More than 4-and-a-half million cases of COVID-19 have now been reported to WHO, and more than 300,000 people have lost their lives. The health impacts of the pandemic extend far beyond the sickness and death caused by the virus itself. The disruption to health systems threatens to unwind decades of progress against maternal and child mortality, HIV, malaria, tuberculosis, noncommunicable diseases, mental health, polio and many other of the most urgent health threats.
Some countries are succeeding in preventing widespread community transmission; some have issued stay-at-home orders and imposed severe social restrictions to suppress community transmission; some are still bracing for the worst; and some are now assessing how to ease the restrictions that have exacted such a heavy social and economic toll.
In his opening speech Tedros also added that, “WHO fully understands and supports the desire of countries to get back on their feet and back to work.

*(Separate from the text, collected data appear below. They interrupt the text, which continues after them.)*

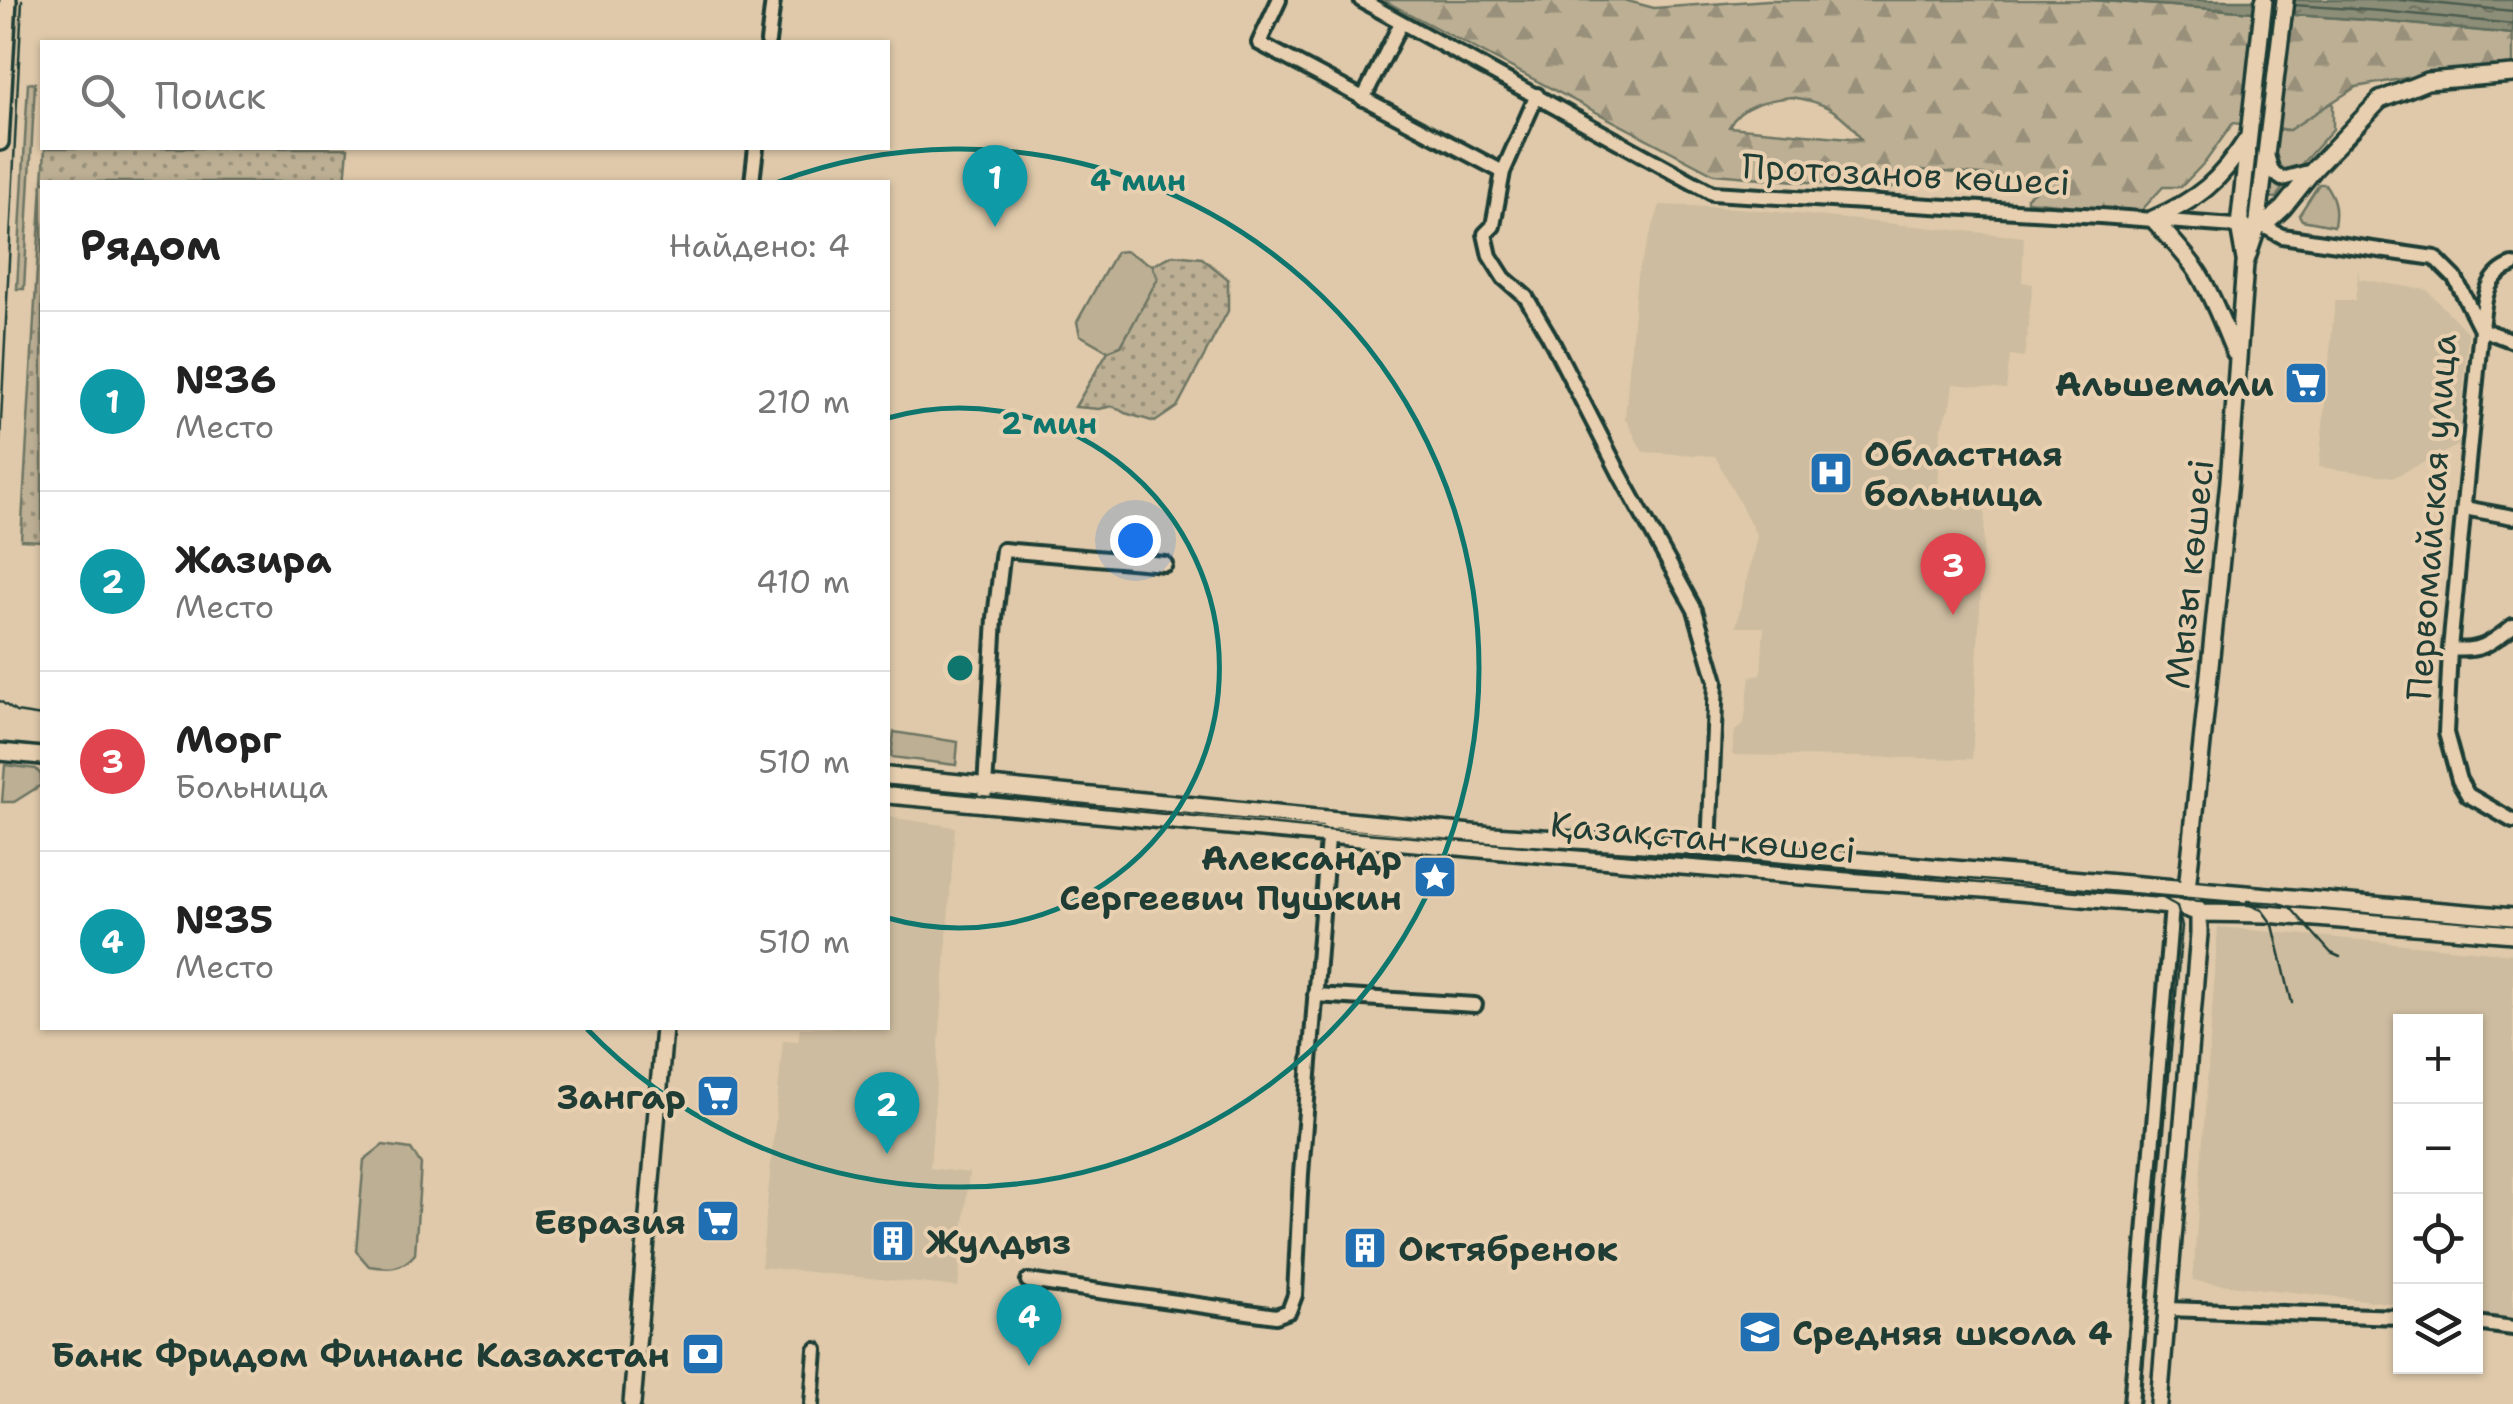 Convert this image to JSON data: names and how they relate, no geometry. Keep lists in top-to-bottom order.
{
  "streets": {
    "main road": ["Мызы көшесі", "Қазақстан көшесі"],
    "street": ["Протозанов көшесі", "Первомайская улица"]
  },
  "crossings": [
    ["Протозанов көшесі", "Первомайская улица"],
    ["Мызы көшесі", "Қазақстан көшесі"]
  ],
  "places": {
    "supermarket": ["Альшемали", "Зангар", "Евразия"],
    "hospital": ["Областная больница"],
    "place": ["Александр Сергеевич Пушкин"],
    "building": ["Жулдыз", "Октябренок"],
    "school or university": ["Средняя школа 4"],
    "bank": ["Банк Фридом Финанс Казахстан"]
  },
  "page": {
    "search": "Поиск",
    "pins": [
      "1",
      "3",
      "2",
      "4"
    ],
    "heading": ["Рядом", "Найдено: 4"],
    "list": [
      {
        "mark": "1",
        "name": "№36",
        "note": "Место",
        "value": "210 m"
      },
      {
        "mark": "2",
        "name": "Жазира",
        "note": "Место",
        "value": "410 m"
      },
      {
        "mark": "3",
        "name": "Морг",
        "note": "Больница",
        "value": "510 m"
      },
      {
        "mark": "4",
        "name": "№35",
        "note": "Место",
        "value": "510 m"
      }
    ],
    "map_buttons": ["+", "−"]
  },
  "rings": ["4 мин", "2 мин"]
}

It’s precisely because we want the fastest possible global recovery that we urge countries to proceed with caution. Countries that move too fast, without putting in place the public health architecture to detect and suppress transmission, run a real risk of handicapping their own recovery. Early serology studies are painting a consistent picture: even in the worst-affected regions, the proportion of the population with the tell-tale antibodies is no more than 20 percent, and in most places, less than 10 percent. In other words: the majority of the world’s population remains susceptible to this virus. The risk remains high and we have a long road to travel.”
The SARS outbreak gave rise to the revision of the International Health Regulations, in 2005; The H1N1 pandemic saw the creation of the Pandemic Influenza Preparedness Framework; and the Ebola outbreak of 2014 and 15 led to the establishment of the Pandemic Emergency Financing Facility, the WHO Emergencies Programme and the Independent Oversight Advisory Committee.
The Virtual World Health Assembly was also attended by President Sommaruga, President Ramaphosa, President Xi, President Macron, President Moon, Chancellor Merkel, Prime Minister Mottley, and Jagat Prakash Nadda- President of the World Health Assembly.